Please retype the entries that follow exactly as they are, leaving the images behind.
==================================================
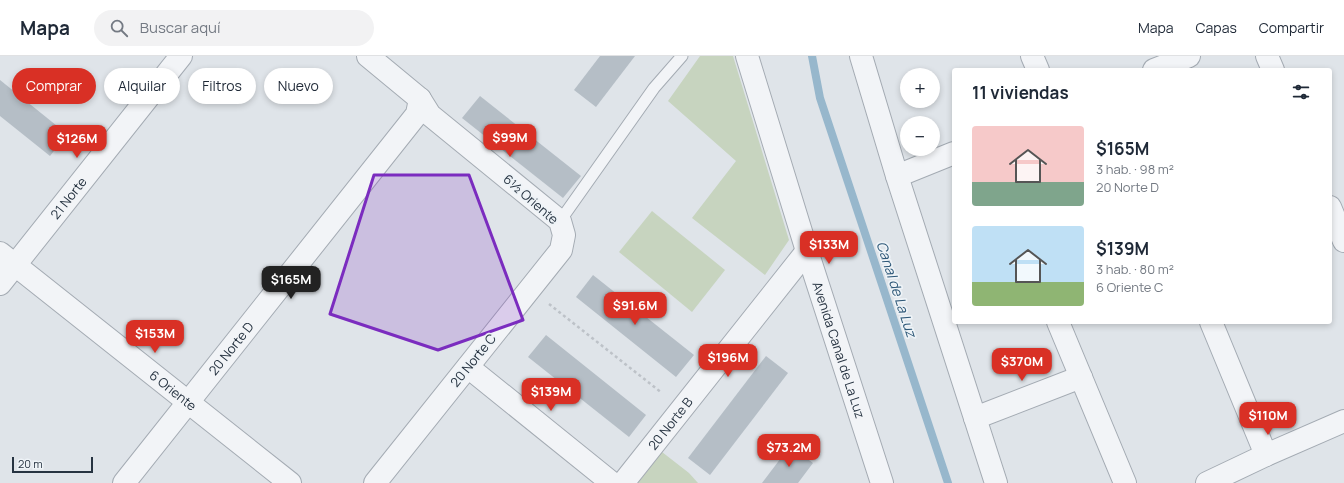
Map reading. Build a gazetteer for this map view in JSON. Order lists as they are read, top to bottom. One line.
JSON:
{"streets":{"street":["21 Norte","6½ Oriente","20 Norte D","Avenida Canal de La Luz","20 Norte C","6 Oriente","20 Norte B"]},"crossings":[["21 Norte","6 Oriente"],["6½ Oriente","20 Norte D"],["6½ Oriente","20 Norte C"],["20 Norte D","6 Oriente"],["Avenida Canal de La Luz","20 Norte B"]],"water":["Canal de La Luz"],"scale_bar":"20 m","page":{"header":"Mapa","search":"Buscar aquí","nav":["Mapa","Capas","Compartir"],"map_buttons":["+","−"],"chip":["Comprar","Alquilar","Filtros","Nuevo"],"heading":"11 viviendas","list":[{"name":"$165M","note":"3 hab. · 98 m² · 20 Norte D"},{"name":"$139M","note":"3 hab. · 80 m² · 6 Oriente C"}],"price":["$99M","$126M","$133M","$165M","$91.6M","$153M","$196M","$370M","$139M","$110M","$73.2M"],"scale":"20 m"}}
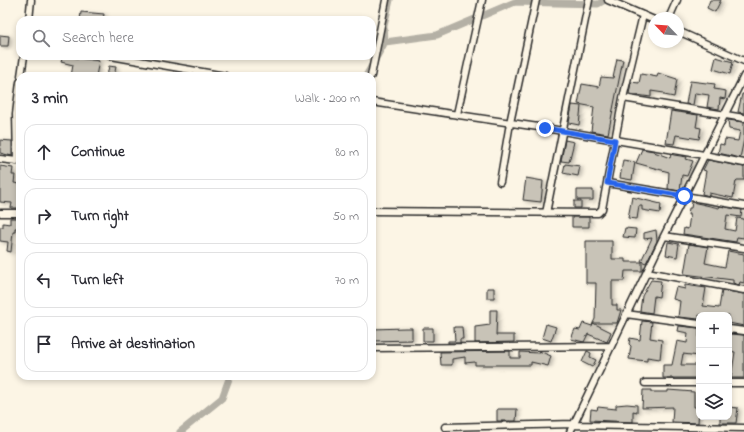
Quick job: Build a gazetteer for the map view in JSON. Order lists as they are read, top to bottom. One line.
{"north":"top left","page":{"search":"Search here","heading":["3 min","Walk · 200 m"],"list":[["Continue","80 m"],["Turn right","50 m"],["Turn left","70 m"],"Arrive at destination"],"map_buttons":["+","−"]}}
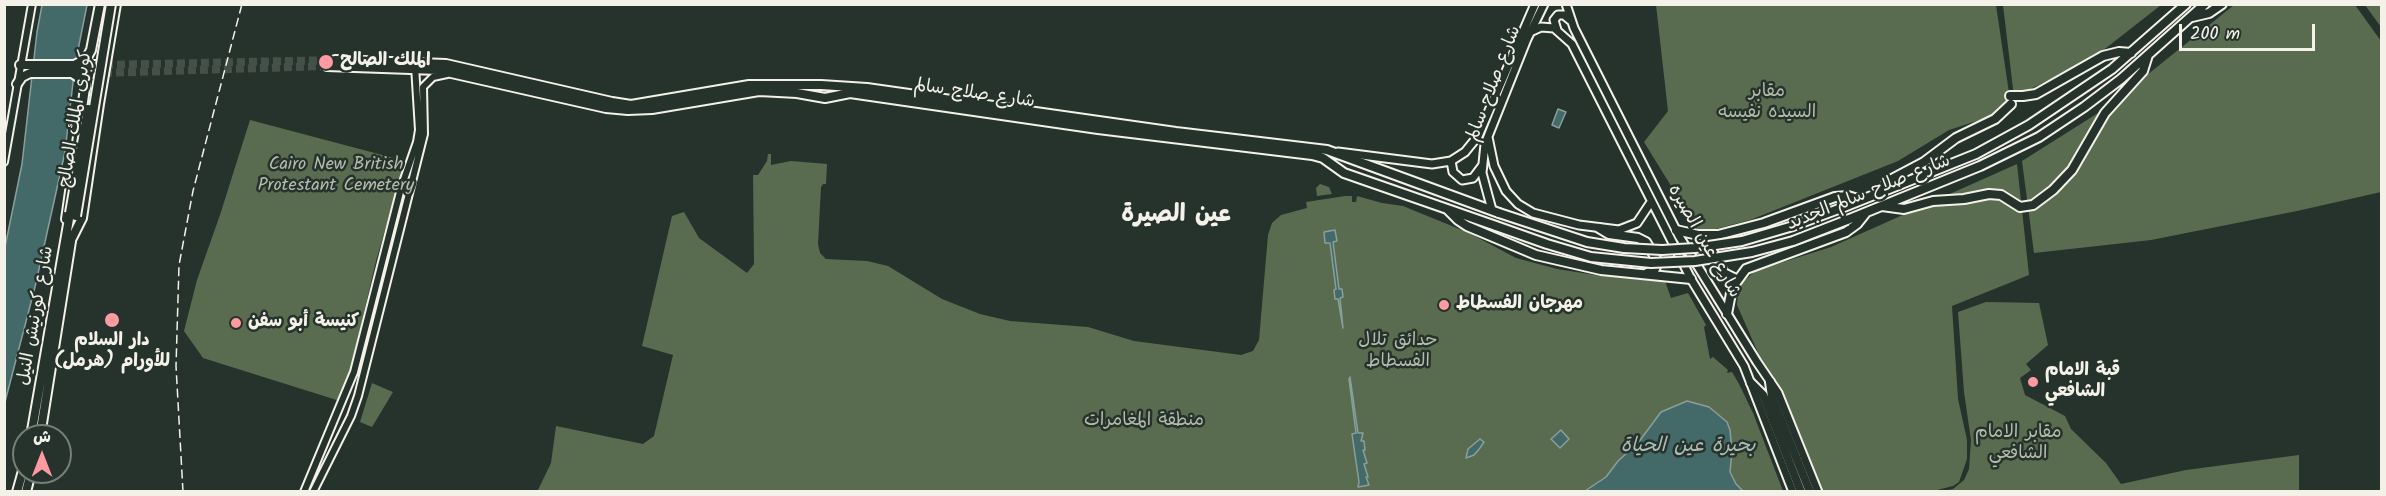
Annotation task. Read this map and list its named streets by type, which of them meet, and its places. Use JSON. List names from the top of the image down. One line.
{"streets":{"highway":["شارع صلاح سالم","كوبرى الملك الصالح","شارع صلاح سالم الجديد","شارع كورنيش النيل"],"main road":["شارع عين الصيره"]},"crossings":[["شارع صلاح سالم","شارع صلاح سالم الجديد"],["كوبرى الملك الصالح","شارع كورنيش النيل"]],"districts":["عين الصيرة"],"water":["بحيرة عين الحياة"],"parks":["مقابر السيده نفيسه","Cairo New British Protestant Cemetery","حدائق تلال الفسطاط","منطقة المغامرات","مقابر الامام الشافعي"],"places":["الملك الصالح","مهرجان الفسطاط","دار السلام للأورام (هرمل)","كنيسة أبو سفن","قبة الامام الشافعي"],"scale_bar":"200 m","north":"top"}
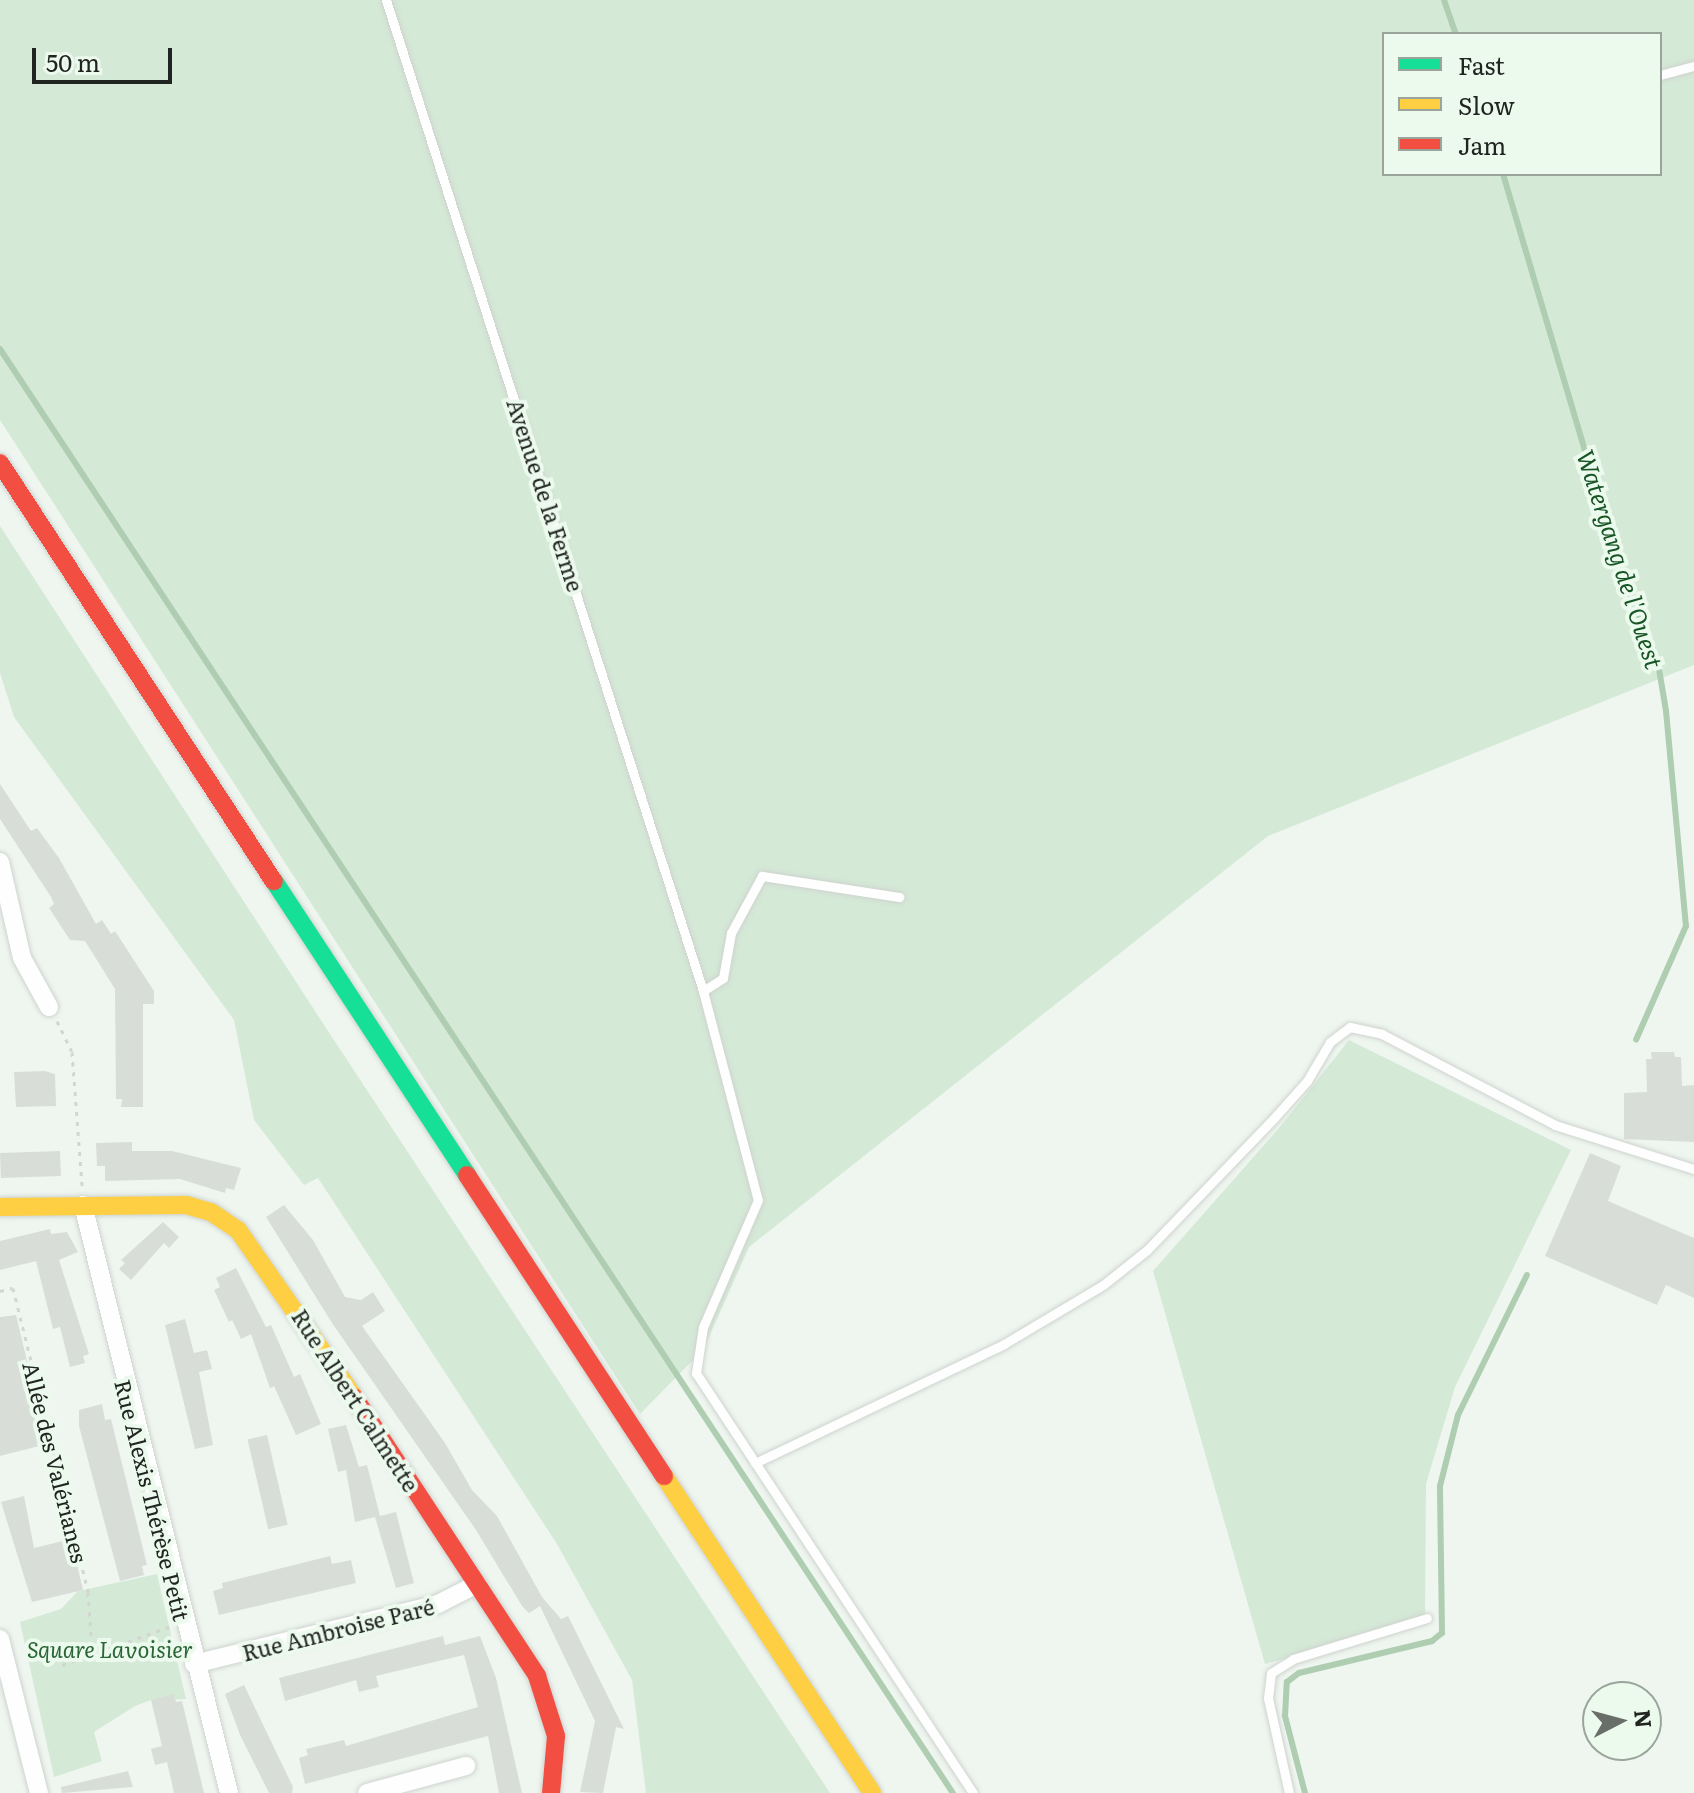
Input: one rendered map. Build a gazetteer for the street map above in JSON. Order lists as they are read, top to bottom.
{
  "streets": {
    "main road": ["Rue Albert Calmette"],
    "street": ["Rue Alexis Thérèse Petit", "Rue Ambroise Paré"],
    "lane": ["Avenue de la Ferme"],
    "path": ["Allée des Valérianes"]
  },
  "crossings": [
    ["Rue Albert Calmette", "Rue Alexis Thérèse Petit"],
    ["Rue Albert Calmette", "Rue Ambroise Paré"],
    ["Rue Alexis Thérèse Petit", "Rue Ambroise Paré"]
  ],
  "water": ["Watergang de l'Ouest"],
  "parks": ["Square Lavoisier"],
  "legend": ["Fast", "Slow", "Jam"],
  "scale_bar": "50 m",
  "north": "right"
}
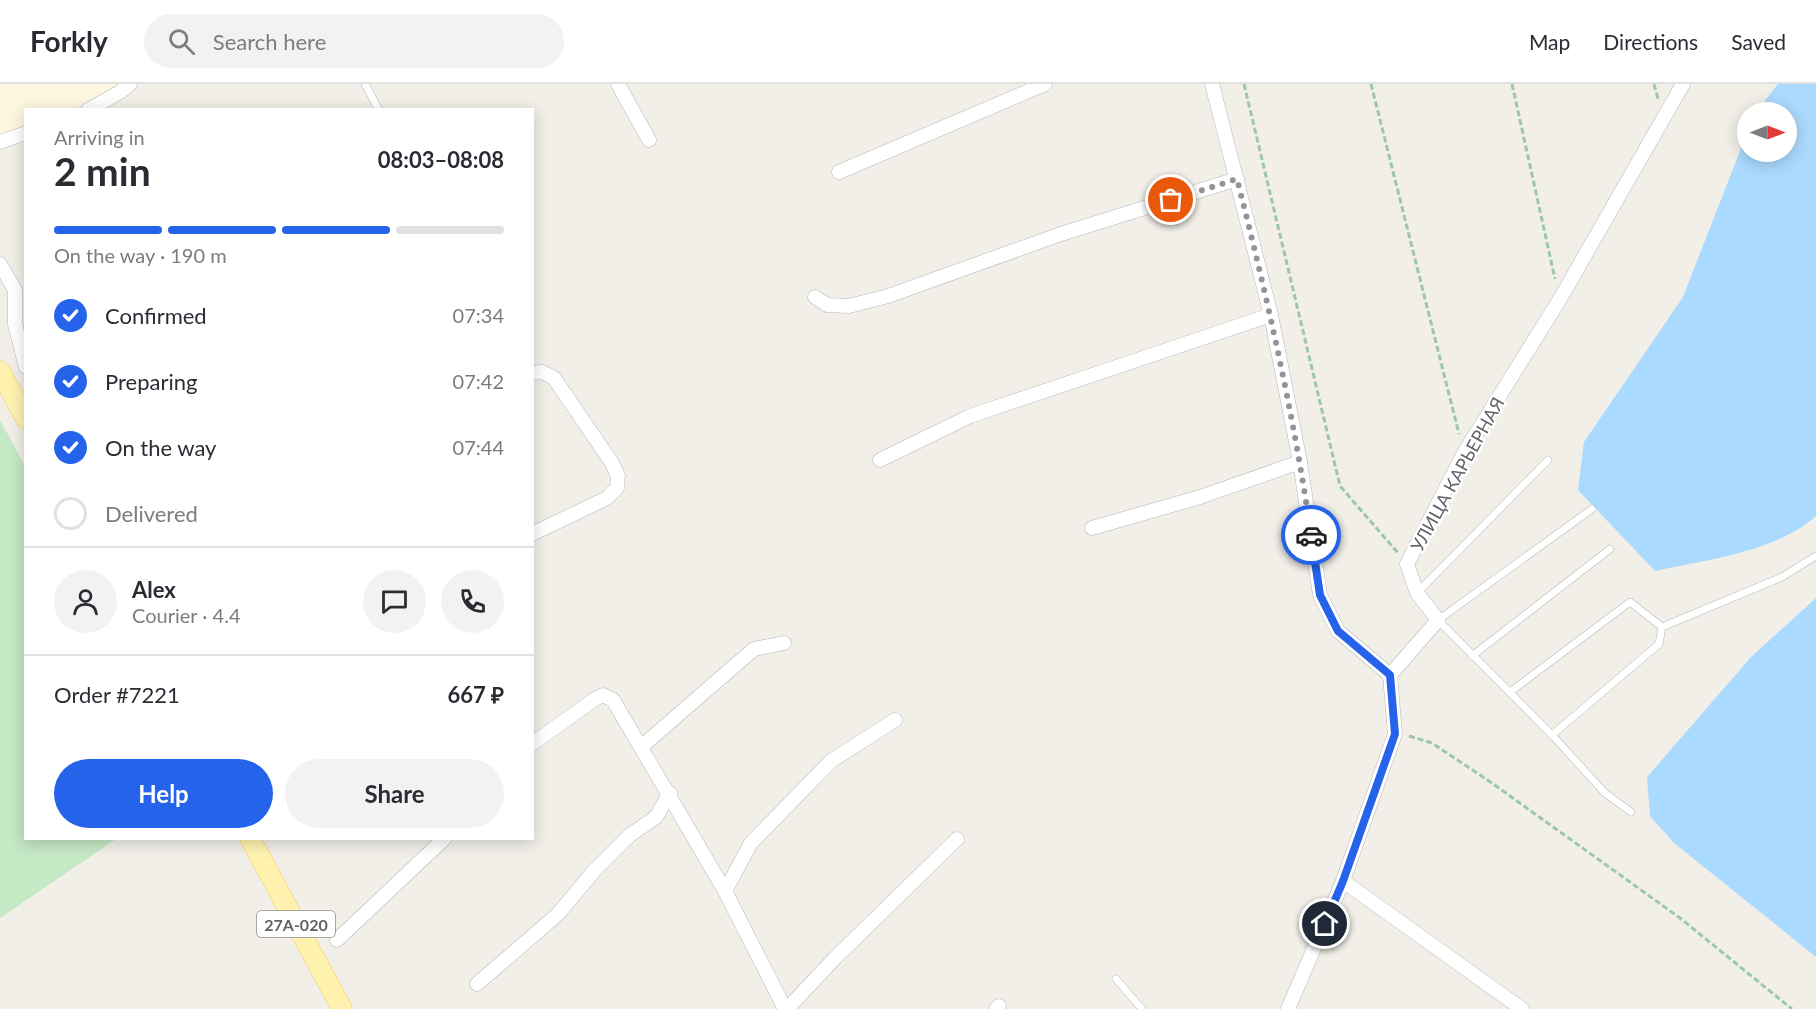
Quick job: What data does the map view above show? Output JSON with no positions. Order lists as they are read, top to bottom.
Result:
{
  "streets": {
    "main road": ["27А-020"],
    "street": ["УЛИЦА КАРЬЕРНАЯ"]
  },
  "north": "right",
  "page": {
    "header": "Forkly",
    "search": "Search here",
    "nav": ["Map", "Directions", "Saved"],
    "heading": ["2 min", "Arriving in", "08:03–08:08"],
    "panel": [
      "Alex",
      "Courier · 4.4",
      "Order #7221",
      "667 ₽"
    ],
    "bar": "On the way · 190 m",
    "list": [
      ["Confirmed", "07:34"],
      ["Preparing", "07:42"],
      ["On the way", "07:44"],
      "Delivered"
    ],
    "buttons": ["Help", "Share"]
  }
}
==================================================
ANSWER TO THIS EXERCISE:
Map reading. Build a gazetteer for this map view in JSON. Order lists as they are read, top to bottom. One line.
JSON:
{"streets":{"street":["21 Norte","6½ Oriente","20 Norte D","Avenida Canal de La Luz","20 Norte C","6 Oriente","20 Norte B"]},"crossings":[["21 Norte","6 Oriente"],["6½ Oriente","20 Norte D"],["6½ Oriente","20 Norte C"],["20 Norte D","6 Oriente"],["Avenida Canal de La Luz","20 Norte B"]],"water":["Canal de La Luz"],"scale_bar":"20 m","page":{"header":"Mapa","search":"Buscar aquí","nav":["Mapa","Capas","Compartir"],"map_buttons":["+","−"],"chip":["Comprar","Alquilar","Filtros","Nuevo"],"heading":"11 viviendas","list":[{"name":"$165M","note":"3 hab. · 98 m² · 20 Norte D"},{"name":"$139M","note":"3 hab. · 80 m² · 6 Oriente C"}],"price":["$99M","$126M","$133M","$165M","$91.6M","$153M","$196M","$370M","$139M","$110M","$73.2M"],"scale":"20 m"}}
Quick job: Build a gazetteer for the map view in JSON. Order lists as they are read, top to bottom. One line.
{"north":"top left","page":{"search":"Search here","heading":["3 min","Walk · 200 m"],"list":[["Continue","80 m"],["Turn right","50 m"],["Turn left","70 m"],"Arrive at destination"],"map_buttons":["+","−"]}}
Annotation task. Read this map and list its named streets by type, which of them meet, and its places. Use JSON. List names from the top of the image down. One line.
{"streets":{"highway":["شارع صلاح سالم","كوبرى الملك الصالح","شارع صلاح سالم الجديد","شارع كورنيش النيل"],"main road":["شارع عين الصيره"]},"crossings":[["شارع صلاح سالم","شارع صلاح سالم الجديد"],["كوبرى الملك الصالح","شارع كورنيش النيل"]],"districts":["عين الصيرة"],"water":["بحيرة عين الحياة"],"parks":["مقابر السيده نفيسه","Cairo New British Protestant Cemetery","حدائق تلال الفسطاط","منطقة المغامرات","مقابر الامام الشافعي"],"places":["الملك الصالح","مهرجان الفسطاط","دار السلام للأورام (هرمل)","كنيسة أبو سفن","قبة الامام الشافعي"],"scale_bar":"200 m","north":"top"}
Input: one rendered map. Build a gazetteer for the street map above in JSON. Order lists as they are read, top to bottom.
{
  "streets": {
    "main road": ["Rue Albert Calmette"],
    "street": ["Rue Alexis Thérèse Petit", "Rue Ambroise Paré"],
    "lane": ["Avenue de la Ferme"],
    "path": ["Allée des Valérianes"]
  },
  "crossings": [
    ["Rue Albert Calmette", "Rue Alexis Thérèse Petit"],
    ["Rue Albert Calmette", "Rue Ambroise Paré"],
    ["Rue Alexis Thérèse Petit", "Rue Ambroise Paré"]
  ],
  "water": ["Watergang de l'Ouest"],
  "parks": ["Square Lavoisier"],
  "legend": ["Fast", "Slow", "Jam"],
  "scale_bar": "50 m",
  "north": "right"
}
Quick job: What data does the map view above show? Output JSON with no positions. Order lists as they are read, top to bottom.
Result:
{
  "streets": {
    "main road": ["27А-020"],
    "street": ["УЛИЦА КАРЬЕРНАЯ"]
  },
  "north": "right",
  "page": {
    "header": "Forkly",
    "search": "Search here",
    "nav": ["Map", "Directions", "Saved"],
    "heading": ["2 min", "Arriving in", "08:03–08:08"],
    "panel": [
      "Alex",
      "Courier · 4.4",
      "Order #7221",
      "667 ₽"
    ],
    "bar": "On the way · 190 m",
    "list": [
      ["Confirmed", "07:34"],
      ["Preparing", "07:42"],
      ["On the way", "07:44"],
      "Delivered"
    ],
    "buttons": ["Help", "Share"]
  }
}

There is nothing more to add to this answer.